## Work item
Go over the data and keep only the lines that include "Kantor".

## Data for review
• • • • • • •
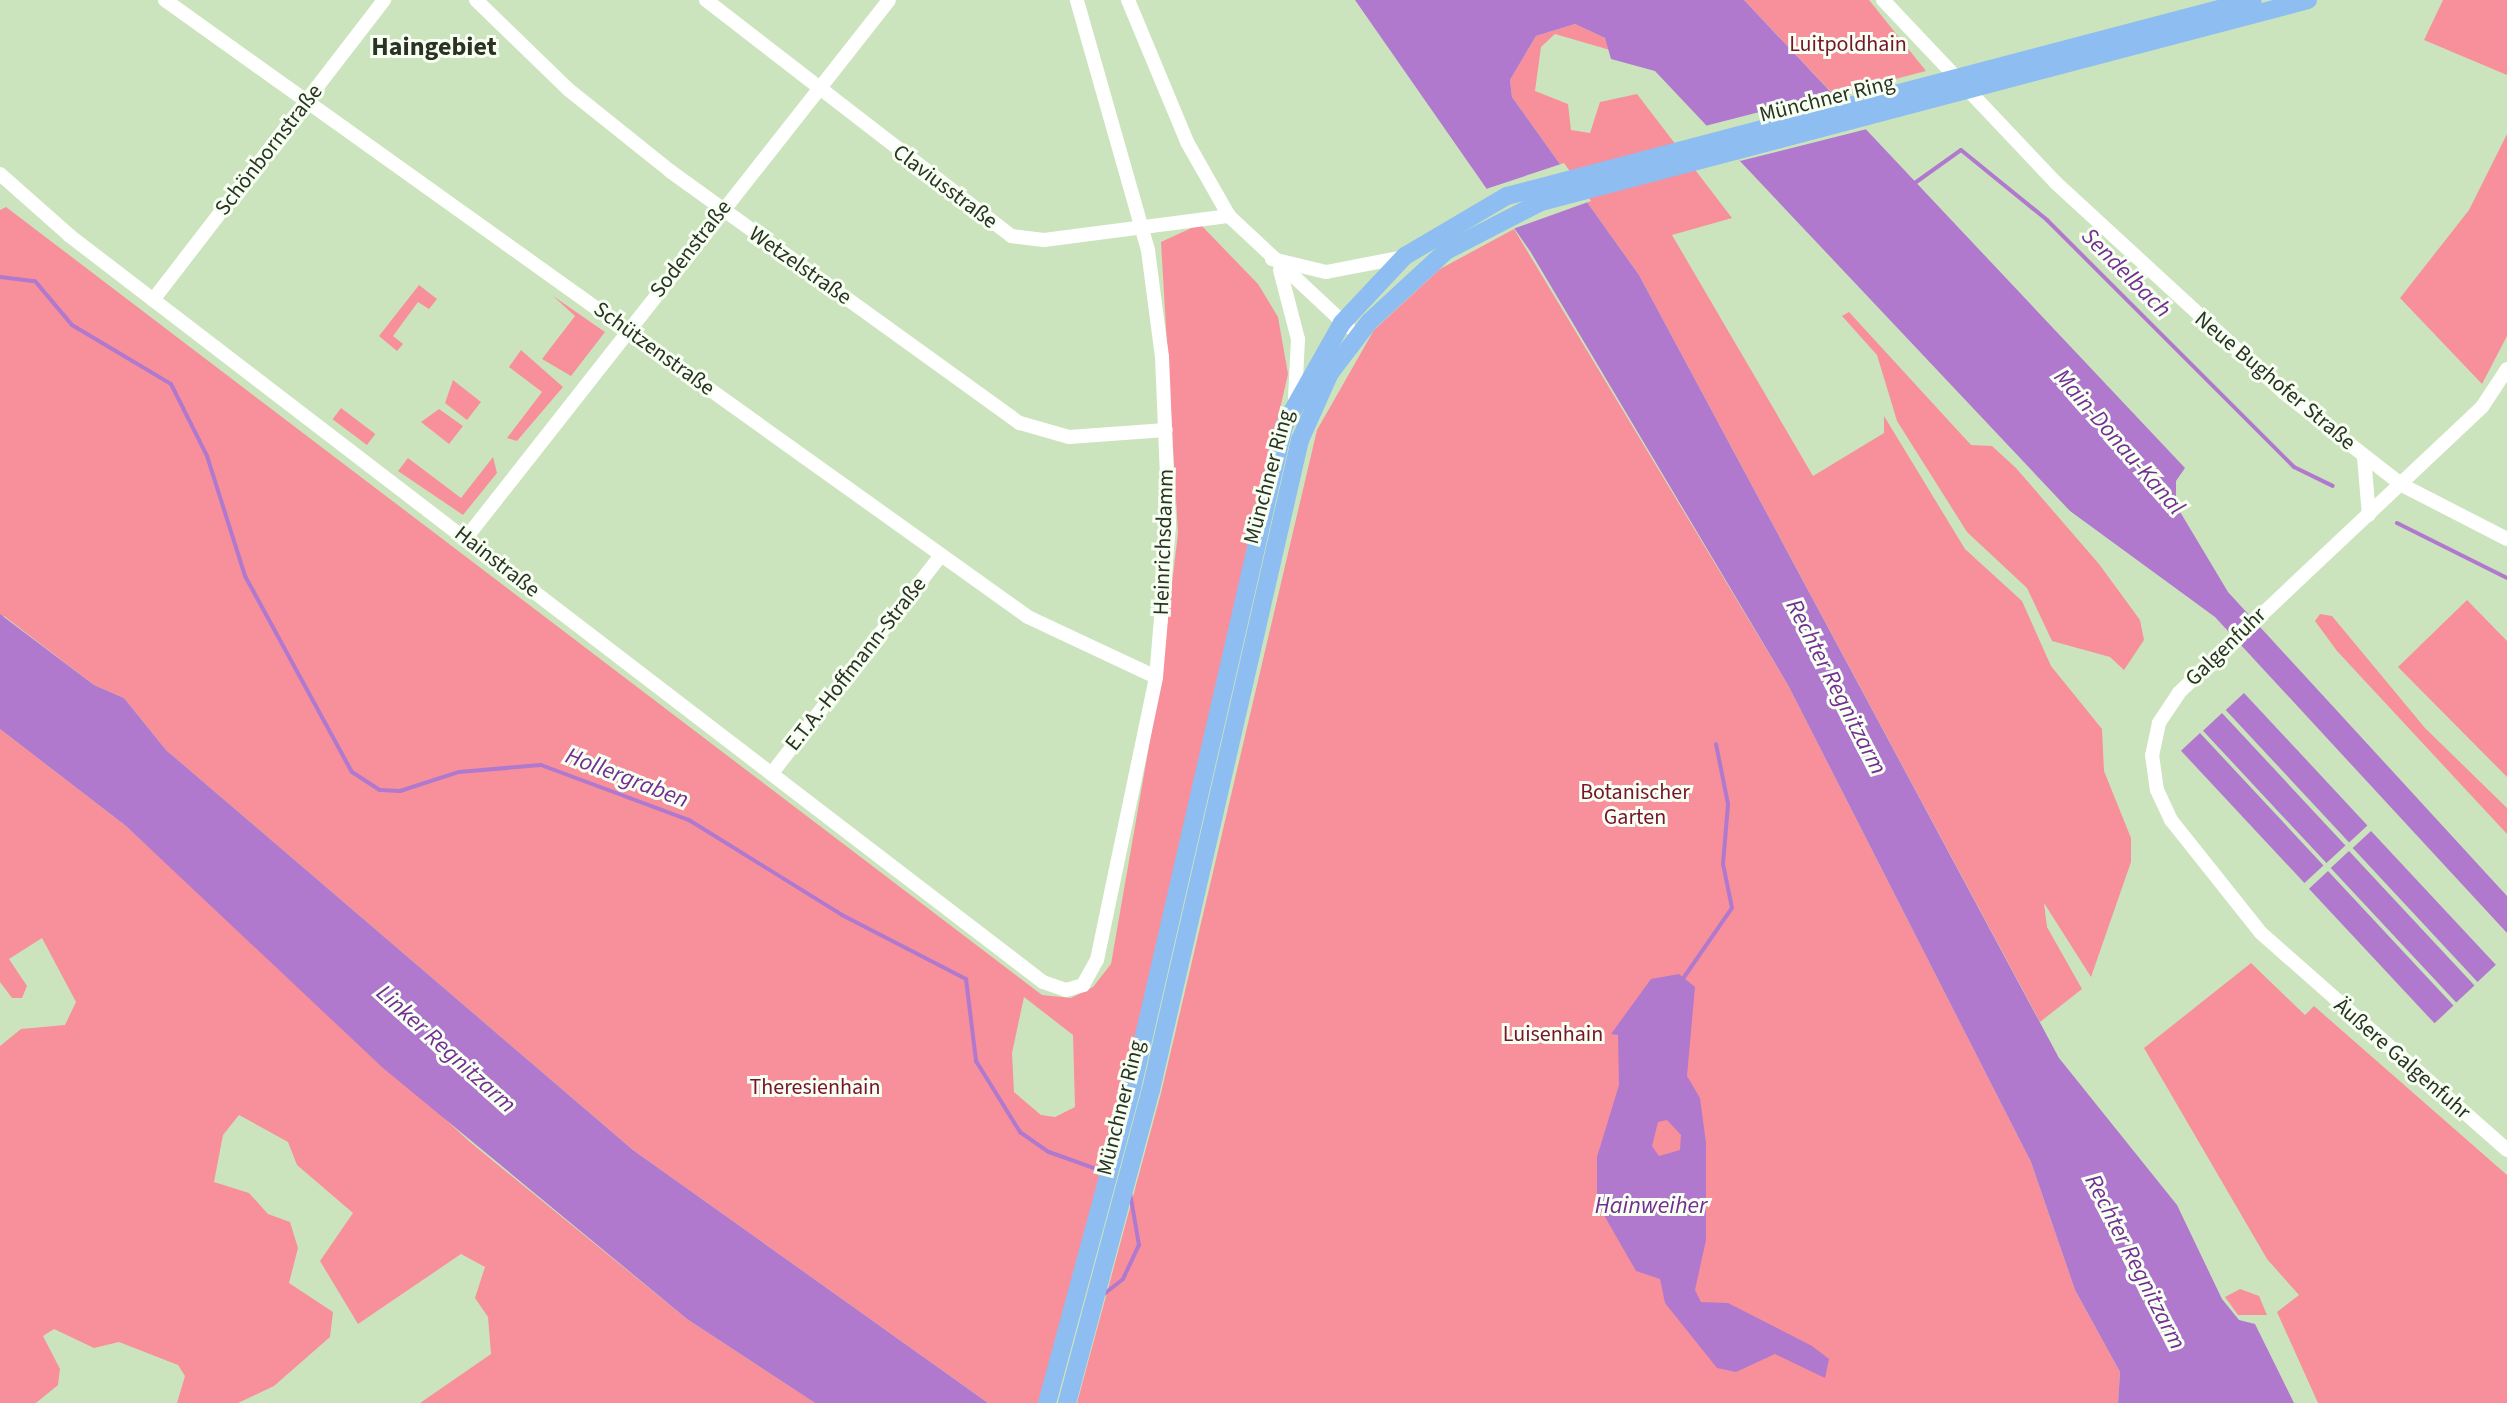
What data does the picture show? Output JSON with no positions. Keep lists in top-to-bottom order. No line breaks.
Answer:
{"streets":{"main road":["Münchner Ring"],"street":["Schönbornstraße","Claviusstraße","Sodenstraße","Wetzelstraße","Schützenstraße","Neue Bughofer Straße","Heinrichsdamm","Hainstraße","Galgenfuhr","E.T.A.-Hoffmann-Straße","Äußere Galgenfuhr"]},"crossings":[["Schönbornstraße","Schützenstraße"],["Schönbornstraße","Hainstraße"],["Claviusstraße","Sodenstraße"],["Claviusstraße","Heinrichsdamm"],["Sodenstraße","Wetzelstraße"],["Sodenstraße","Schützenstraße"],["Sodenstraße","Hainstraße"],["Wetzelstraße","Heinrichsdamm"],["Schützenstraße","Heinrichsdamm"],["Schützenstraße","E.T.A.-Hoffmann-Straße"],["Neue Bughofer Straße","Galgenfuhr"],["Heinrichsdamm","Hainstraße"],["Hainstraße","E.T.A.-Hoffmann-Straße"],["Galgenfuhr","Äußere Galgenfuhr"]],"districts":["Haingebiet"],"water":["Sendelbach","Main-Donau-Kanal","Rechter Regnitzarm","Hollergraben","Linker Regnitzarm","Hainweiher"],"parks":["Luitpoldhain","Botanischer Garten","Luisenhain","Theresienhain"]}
• • • • • • •
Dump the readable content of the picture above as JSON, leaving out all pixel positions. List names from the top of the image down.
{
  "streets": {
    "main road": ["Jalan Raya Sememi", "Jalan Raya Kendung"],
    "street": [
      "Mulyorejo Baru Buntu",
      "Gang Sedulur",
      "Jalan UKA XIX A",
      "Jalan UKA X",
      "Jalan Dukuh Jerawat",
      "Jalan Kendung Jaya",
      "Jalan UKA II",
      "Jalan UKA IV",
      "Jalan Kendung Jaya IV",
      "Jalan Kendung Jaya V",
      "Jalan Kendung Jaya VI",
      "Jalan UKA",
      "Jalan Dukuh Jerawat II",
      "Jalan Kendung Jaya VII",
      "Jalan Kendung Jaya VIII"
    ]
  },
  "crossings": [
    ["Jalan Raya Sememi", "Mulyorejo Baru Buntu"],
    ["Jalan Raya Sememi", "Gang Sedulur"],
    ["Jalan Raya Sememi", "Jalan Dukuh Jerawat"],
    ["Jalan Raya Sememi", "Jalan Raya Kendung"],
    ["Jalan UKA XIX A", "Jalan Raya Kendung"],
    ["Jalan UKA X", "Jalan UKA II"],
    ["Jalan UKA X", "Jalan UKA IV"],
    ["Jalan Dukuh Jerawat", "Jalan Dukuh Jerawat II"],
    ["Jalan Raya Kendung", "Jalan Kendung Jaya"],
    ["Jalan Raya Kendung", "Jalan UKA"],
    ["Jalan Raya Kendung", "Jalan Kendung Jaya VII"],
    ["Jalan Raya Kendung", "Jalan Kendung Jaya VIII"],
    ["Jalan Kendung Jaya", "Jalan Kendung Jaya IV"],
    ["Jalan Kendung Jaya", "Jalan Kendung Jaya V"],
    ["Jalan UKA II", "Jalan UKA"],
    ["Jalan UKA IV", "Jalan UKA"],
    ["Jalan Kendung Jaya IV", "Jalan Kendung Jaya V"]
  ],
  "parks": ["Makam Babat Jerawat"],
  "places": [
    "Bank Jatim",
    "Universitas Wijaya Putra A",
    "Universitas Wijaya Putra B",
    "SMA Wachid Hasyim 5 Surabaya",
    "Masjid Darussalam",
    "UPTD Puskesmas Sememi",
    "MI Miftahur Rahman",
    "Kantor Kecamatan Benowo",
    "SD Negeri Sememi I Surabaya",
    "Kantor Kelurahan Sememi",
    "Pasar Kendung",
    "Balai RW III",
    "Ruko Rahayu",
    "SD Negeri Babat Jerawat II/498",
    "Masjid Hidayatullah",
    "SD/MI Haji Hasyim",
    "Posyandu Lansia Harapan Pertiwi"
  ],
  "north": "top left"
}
• • • • • • •
## Completed task
    "Kantor Kecamatan Benowo",
    "Kantor Kelurahan Sememi",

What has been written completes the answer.